Орджоникидзе окинул усталым взглядом строительную площадку, посмотрел на внушительно возвышавшуюся доменную батарею и сказал грустно:

— Наши заводы, построенные нашим рабочим классом, нашей партией, переросли многих наших руководителей. — Он вздохнул. — Перед такими руководителями стоит вопрос: или расшевелиться и суметь охватить весь громадный объем работы или…

— Я, Григорий Константинович, расшевелюсь!

Серго стало неприятно.

— Если и расшевелитесь, то на другом участке, поменьше, пониже… И на самом маленьком участке закладывается фундамент социализма. Надо всюду суметь оправдать доверие партии.

— Оправдать одно, а когда тебя критикуют…

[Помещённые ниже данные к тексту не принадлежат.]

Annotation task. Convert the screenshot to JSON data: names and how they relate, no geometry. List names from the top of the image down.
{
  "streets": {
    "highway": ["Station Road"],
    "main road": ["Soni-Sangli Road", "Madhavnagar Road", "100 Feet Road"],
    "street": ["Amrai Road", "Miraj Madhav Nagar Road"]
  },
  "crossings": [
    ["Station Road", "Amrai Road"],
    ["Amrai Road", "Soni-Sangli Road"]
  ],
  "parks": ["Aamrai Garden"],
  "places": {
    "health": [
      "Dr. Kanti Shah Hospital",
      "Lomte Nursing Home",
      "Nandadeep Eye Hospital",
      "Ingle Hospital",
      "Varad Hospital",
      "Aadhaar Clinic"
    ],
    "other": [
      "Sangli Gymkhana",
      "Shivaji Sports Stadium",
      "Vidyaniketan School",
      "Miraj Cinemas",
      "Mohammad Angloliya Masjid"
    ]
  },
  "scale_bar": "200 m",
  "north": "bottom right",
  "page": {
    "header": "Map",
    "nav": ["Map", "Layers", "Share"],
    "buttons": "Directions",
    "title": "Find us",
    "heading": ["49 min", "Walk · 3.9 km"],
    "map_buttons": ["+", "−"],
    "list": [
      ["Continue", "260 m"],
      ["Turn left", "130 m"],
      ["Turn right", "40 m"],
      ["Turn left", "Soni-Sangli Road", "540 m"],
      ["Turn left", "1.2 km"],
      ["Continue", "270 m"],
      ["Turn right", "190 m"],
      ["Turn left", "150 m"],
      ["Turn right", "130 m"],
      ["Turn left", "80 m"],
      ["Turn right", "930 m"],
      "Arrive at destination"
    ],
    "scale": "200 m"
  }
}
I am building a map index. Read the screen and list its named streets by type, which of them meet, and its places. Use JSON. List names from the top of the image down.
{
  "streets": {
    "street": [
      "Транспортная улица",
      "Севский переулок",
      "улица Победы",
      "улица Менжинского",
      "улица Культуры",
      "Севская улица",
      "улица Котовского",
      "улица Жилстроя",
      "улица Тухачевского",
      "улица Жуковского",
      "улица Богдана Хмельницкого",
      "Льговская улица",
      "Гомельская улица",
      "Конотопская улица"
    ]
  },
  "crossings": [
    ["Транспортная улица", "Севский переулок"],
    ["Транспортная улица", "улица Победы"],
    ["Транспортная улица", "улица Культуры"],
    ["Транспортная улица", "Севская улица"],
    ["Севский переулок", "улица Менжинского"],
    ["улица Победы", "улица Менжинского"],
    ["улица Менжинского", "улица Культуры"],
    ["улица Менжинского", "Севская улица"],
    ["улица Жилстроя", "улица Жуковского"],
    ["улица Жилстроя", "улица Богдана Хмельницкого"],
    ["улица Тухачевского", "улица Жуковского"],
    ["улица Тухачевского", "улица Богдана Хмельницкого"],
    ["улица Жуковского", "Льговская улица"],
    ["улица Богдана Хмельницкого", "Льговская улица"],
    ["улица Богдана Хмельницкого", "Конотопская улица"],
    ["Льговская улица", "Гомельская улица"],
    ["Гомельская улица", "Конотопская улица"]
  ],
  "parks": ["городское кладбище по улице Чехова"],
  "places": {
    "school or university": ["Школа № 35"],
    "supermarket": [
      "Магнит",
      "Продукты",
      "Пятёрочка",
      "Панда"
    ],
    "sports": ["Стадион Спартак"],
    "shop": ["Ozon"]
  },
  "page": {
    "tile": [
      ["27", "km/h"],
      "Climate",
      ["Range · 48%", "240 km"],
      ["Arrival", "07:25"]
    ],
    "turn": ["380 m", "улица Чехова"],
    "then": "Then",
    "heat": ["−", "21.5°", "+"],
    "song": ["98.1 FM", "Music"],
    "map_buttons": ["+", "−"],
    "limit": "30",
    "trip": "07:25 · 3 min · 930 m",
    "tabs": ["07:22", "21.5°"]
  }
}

— Хозяйственник сам должен просить, чтобы его покритиковали. Если мы не покритикуем, не укажем на недостатки, то никто другой на них не укажет. В нашей стране другой партии нет и не будет. Вы это должны знать. — Нарком решительно пошел вперед, но вдруг оглянулся. — И еще советую вам… снимите-ка вы мой портрет, а то еще упадет и зашибет рамой. Видно, что наспех приколочен.

Утром Серго в своем вагоне беседовал с Черкашиным.

Черкашин пришел точно к девяти, пришел весь напряженный, неестественно сгорбившийся. Особенно трудно дались ему первые минуты, когда нарком расспрашивал о житье-бытье. Это казалось тягостным и даже подозрительным… Если он так расспрашивает, значит, с кем-то говорил о нем, знает о его раздумьях и сомнениях. Лучше уж сказать обо всем самому.

— Я многого не понимаю, — признался Черкашин, — не понимаю в самом себе. Некоторые вещи представляются мне в черном свете. Однажды, — Черкашин неловко улыбнулся, — самым серьезным образом подумал: «Уж не враг ли я?»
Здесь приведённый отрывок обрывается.